How the UK’s planning system is holding back the future

From the climate crisis to the cost of living crisis to the housing crisis, we need fast and radical change in how our society operates, and this cannot be achieved without serious infrastructure investment. 

But across the board, the UK’s archaic planning system seems to offer the opposite of what is needed. Where we need green energy we see the needless barriers out of step with public opinion. Where we need a shift to public transport and active travel, we see road building and airport expansion. Where, as shall be argued later, we need a revitalised public space, we see increasing privatisation and commercialisation via outdoor advertising. 

Onshore wind

An obvious example of planning failure is the effective moratorium on onshore wind energy generation which, since a 2015 decision by David Cameron, has seen new developments restricted to land specifically allocated for onshore wind in existing local development plans. 

But the potential of onshore wind is huge, particularly in the UK. Wind generated a quarter of the UK’s total energy in 2022, with onshore responsible for 44 percent of that, a 21 percent increase on 2021. The UK’s net zero strategy aims for the nation to be entirely powered by clean energy by 2035, with wind contributing 50 GW of energy capacity, or roughly a doubling of what currently exists. 

The moratorium is out of step with the country’s needs, and also with public opinion. A poll by 38degrees.org in 2022 found that 83% of people support onshore wind expansion in general and 76% support expansion in their local area. An attempt to amend the Levelling Up Bill to remove the ban was unfortunately removed before being voted on. But the need to put decisions about local green energy products back in the hands of local people remains strong. 

Airport expansion

Whilst carbon emissions fall in most sectors of the economy, those from transport, and especially aviation, continue to rise. Current planning policy – via the Making Best Use and Jet Zero strategies – favours airport expansion  whilst affording little opportunity for residents to oppose airport expansion where they live. Making Best Use states that emissions should be accounted for “as part of existing local planning application processes”, but the Jet Zero Strategy contradicts this by transferring responsibility for emissions to international schemes like the much criticised CORSIA

Confusing matters further, the National Planning Policy Framework states that “The focus of planning policies and decisions should be on whether proposed development is an acceptable use of land, rather than the control of processes or emissions”. 

The result? Greenhouse gas emissions from aviation and local opinion simply fall through the cracks, as they did in the recent case of Bristol Airport expansion. Local authorities can consider them, but on appeal they vanish from consideration in favour of “acceptable usage of land”. 

Outdoor Advertising 

Outdoor advertising, such as billboards and bus stop advertisements, may not at first seem on a par with the issues above, but nothing quite exemplifies planning failure like it. The most recent regulations on outdoor advertising date from 16 years ago and lag far behind recent developments in the industry, failing entirely to mention digital advertising, now the most popular and fastest growing medium. 

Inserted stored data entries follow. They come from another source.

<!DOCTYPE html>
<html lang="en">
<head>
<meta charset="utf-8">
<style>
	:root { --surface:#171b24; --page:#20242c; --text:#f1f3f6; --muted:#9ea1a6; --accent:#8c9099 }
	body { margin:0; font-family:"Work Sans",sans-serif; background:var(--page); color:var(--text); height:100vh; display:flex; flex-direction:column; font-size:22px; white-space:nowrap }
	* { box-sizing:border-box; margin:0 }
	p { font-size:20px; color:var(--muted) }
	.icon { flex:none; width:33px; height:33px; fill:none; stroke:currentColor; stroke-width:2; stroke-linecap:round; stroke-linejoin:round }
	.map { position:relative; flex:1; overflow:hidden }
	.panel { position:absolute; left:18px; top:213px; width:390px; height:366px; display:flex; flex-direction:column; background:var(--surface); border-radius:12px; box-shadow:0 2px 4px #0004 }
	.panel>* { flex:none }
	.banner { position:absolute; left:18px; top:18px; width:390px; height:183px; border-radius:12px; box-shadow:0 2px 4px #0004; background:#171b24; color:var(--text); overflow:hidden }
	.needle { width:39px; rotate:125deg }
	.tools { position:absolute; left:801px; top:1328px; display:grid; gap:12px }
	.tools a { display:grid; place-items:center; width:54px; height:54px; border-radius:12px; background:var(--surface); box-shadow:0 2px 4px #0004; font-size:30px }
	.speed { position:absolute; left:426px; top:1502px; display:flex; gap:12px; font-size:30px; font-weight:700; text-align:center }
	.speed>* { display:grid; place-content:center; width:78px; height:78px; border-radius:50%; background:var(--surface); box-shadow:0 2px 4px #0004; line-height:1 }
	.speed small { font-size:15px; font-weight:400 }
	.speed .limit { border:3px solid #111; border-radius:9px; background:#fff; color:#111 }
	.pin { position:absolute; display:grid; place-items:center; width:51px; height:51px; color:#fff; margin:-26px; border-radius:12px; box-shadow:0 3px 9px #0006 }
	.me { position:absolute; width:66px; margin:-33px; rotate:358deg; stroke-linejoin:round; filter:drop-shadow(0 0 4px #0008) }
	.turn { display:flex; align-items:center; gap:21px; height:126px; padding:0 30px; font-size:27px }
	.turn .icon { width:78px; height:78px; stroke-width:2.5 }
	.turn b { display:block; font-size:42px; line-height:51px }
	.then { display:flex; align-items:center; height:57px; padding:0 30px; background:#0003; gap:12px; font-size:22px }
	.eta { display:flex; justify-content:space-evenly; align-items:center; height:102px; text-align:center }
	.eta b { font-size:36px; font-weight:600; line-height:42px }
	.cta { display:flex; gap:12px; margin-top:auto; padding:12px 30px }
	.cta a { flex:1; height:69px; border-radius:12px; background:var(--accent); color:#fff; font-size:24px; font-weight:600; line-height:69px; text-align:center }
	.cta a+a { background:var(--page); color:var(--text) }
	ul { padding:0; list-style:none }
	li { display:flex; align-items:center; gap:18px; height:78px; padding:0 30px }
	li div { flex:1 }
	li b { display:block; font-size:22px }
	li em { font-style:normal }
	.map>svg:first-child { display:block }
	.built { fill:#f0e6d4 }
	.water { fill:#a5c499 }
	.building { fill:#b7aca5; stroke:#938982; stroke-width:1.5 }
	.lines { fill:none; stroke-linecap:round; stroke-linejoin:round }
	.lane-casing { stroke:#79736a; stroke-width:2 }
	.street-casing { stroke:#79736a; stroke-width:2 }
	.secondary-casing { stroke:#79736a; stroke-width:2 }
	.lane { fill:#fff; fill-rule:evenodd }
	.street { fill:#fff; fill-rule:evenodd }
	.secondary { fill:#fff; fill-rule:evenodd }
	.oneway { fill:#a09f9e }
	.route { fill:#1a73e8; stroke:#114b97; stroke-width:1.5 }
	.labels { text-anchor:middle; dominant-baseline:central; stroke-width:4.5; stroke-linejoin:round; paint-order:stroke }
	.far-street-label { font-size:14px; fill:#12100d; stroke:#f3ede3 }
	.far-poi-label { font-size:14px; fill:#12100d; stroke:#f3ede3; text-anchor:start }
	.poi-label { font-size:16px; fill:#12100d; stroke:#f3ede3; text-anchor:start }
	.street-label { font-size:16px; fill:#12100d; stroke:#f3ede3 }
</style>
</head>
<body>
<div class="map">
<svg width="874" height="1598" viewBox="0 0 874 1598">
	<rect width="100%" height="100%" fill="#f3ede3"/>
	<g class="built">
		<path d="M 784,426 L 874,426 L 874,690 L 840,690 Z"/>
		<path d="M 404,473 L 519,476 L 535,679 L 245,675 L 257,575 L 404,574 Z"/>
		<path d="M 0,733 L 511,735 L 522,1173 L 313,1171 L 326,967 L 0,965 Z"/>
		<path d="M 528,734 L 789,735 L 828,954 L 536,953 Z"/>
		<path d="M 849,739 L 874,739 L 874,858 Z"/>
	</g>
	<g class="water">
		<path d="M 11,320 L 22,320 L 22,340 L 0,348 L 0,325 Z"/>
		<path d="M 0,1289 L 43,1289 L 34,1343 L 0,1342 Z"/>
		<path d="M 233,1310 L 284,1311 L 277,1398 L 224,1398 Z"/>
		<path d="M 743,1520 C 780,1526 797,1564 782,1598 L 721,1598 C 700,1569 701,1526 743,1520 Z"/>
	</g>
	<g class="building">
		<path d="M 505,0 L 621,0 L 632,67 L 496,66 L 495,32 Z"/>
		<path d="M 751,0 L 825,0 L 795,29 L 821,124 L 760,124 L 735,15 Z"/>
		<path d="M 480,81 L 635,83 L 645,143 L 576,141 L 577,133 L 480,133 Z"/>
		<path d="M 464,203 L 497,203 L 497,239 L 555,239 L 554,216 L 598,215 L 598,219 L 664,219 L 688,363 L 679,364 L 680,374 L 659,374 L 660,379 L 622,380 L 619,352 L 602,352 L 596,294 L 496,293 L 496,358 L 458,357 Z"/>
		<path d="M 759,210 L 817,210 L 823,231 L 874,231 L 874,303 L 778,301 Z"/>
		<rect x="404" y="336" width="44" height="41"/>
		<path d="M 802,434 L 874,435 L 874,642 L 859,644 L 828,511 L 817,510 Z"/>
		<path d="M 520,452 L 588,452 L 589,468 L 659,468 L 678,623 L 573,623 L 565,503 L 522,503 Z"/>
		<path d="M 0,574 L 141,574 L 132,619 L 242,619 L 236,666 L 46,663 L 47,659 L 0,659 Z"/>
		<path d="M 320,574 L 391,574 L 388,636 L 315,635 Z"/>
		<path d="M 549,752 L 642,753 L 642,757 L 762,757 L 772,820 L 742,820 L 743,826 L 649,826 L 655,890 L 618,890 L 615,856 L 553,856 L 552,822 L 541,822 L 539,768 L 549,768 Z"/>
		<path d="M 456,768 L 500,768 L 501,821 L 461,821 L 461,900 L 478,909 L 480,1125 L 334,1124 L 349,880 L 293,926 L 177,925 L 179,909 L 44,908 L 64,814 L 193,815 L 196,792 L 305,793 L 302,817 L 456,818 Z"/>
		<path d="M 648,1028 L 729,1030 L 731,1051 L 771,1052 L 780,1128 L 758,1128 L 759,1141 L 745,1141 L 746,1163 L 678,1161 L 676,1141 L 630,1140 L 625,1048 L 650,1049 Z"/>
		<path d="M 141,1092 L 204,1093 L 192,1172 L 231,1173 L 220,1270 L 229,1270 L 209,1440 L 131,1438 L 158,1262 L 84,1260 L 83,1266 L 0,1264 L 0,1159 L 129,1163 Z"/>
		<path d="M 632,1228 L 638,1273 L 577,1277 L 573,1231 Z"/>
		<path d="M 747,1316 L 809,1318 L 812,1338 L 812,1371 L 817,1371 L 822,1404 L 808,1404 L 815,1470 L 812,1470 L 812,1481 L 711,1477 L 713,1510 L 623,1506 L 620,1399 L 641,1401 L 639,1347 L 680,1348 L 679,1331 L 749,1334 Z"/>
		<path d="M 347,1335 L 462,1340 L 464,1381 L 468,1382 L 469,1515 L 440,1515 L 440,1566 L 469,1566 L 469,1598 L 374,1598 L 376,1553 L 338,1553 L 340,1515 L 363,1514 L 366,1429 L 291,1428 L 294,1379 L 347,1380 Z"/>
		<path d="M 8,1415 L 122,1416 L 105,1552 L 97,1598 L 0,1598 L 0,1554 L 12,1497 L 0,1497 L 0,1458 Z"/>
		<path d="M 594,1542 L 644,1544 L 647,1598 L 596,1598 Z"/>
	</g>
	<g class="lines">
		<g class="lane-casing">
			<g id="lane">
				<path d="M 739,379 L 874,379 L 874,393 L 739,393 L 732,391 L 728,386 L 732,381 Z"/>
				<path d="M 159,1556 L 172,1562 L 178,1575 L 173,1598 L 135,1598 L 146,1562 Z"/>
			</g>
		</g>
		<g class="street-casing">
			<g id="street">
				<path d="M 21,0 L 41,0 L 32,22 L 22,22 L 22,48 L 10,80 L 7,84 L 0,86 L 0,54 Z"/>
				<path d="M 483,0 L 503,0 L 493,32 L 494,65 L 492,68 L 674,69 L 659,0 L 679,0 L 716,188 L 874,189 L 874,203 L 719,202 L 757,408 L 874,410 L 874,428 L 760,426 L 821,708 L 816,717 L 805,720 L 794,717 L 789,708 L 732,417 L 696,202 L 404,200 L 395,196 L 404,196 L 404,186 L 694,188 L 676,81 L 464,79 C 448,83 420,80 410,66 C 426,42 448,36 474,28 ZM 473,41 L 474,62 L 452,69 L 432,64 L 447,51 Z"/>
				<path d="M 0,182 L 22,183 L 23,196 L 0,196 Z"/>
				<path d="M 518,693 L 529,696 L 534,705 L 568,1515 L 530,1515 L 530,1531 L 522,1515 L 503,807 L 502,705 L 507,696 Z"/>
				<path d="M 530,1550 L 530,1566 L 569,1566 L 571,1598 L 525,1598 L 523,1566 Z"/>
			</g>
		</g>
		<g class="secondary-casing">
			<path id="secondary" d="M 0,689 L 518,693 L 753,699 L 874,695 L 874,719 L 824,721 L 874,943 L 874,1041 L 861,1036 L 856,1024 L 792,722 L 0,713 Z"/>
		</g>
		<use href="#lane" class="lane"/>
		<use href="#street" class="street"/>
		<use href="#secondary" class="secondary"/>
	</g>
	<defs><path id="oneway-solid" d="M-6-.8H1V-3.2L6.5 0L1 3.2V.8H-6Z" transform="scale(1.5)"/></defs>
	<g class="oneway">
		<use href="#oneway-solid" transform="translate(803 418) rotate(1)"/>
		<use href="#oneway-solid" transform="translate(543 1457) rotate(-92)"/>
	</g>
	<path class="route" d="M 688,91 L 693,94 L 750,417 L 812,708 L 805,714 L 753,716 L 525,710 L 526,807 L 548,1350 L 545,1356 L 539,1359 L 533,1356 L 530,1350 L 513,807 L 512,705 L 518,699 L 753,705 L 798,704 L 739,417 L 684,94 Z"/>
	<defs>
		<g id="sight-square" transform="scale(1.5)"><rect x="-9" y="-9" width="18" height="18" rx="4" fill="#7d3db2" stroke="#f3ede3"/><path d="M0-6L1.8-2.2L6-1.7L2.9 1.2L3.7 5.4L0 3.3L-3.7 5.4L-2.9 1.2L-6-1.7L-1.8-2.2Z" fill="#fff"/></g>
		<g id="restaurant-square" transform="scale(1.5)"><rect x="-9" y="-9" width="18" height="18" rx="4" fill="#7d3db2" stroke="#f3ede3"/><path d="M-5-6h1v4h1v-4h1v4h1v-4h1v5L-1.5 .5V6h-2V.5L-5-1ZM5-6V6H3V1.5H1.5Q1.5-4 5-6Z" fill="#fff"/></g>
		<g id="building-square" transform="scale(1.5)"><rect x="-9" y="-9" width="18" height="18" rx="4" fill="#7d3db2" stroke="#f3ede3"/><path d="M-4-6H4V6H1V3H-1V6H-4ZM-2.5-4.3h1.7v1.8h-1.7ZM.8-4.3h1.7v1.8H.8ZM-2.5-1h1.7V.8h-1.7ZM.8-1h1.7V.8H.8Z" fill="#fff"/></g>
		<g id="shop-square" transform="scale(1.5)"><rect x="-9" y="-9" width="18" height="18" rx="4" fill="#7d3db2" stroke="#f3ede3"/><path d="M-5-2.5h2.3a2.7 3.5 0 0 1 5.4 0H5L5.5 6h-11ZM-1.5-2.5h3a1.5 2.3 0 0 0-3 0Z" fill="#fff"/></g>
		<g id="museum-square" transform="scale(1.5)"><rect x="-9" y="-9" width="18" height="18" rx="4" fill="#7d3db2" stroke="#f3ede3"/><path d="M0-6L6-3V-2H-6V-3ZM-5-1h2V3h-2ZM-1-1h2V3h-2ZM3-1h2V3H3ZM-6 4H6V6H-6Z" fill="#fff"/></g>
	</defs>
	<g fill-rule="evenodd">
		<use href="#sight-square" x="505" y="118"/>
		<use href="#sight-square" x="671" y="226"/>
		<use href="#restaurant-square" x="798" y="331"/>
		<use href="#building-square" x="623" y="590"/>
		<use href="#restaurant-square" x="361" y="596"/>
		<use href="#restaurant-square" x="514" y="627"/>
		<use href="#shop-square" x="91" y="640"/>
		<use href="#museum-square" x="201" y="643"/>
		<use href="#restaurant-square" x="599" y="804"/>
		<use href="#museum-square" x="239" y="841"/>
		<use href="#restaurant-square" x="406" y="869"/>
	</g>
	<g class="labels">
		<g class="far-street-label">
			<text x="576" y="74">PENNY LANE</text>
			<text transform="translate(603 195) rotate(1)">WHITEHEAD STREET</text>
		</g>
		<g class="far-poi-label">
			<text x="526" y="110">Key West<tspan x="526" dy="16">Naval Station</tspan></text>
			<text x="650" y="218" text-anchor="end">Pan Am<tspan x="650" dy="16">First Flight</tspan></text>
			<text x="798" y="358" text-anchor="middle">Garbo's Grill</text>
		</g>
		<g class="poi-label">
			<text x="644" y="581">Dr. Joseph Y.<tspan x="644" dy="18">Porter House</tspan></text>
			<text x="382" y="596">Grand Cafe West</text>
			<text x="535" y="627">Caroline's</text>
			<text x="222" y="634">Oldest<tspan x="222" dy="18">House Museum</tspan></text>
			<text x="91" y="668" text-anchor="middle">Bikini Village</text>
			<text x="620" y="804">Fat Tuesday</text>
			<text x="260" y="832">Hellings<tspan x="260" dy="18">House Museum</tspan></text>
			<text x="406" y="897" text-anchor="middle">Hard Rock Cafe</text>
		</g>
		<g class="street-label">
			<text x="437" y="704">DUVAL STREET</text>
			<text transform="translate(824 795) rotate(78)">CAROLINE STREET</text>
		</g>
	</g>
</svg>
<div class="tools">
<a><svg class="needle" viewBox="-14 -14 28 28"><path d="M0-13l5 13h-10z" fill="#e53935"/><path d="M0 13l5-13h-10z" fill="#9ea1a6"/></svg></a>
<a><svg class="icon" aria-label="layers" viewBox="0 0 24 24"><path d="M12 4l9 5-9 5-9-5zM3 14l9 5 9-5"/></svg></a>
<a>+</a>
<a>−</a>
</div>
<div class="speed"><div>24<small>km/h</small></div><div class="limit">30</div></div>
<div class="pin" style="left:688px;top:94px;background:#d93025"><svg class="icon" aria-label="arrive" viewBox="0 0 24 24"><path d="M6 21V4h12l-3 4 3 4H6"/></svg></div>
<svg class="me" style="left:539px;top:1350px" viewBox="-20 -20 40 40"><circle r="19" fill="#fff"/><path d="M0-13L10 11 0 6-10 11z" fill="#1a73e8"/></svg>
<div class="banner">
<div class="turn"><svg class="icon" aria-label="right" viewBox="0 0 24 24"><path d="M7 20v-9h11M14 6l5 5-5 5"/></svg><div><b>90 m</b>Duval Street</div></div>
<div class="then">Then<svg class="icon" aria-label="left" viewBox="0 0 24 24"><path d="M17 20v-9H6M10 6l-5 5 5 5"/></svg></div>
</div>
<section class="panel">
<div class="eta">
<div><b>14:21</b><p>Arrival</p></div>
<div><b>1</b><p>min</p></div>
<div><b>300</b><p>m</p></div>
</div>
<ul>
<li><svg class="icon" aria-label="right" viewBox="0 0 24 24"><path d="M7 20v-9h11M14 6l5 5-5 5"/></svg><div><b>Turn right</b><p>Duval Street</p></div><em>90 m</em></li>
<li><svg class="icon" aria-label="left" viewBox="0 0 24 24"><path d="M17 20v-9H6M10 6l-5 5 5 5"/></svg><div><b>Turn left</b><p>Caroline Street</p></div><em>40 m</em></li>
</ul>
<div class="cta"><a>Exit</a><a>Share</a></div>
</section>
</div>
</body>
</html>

Digital advertising is incredibly energy intensive, with even a small “six-sheet” screen using the equivalent electricity as three UK homes. In the context of both a climate and cost of living crisis, this is a profligate use of energy we really can’t afford. 

Moreover, the impact of outdoor advertising on public space has consequences for us all. As Dr Thomas Dekeyser describes in his recent guest blog for Adfree Cities, each piece of outdoor advertising is a privatisation of public space, enabled by an increasingly complex web of surveillance technologies, whilst incessant messaging to buy and consume affects our sense of self and how we engage with the world, making us more materialistic and less empathetic

Despite the harm outdoor advertising causes, local people’s ability to do anything about it is severely limited. Currently, planning laws allow for giant digital billboards to be erected in residential areas, directly impacting homes without properly consulting or gaining consent from the local community, who also have no right to appeal.

Local campaigners like Adblock Bristol do have success in blocking new screens, and there have been notable examples of councils taking a stand, such as in Edinburgh and Brighton and Hove. Unfortunately, when planning applications for new ad screens are refused, the large ad companies often win on appeal, or else simply wait a year and apply again until opposition dies away and the application is approved. 

What is to be done?

What should be clear from the above is that planning policy in the UK consistently lets communities down by failing to adequately consider climate impacts of development despite obvious and widespread concern about climate change, and by limiting local residents’ ability to oppose or stop developments where they would be harmful. 

Urgent and widespread reform is needed. In the context of the work of Adfree Cities, we are calling for the following: 

  1. At a local level, local authorities can introduce a presumption against all new planning applications for outdoor advertising in their local plan or local development framework, as Lambeth Council did in their 2021 Local Plan. 
  2. National change to flip the appeal system which currently favours the advertising companies, who have the time and the cash to launch expensive appeals against refused planning applications, whereas local communities cannot appeal at all against approved applications. This is an obvious imbalance of power in need of addressing.

The world around us is not a neutral background to our lives. It is a living, breathing force, actively shaping our lives. At a time such as this when change is needed more than ever, we deserve a planning system capable of supporting a better future.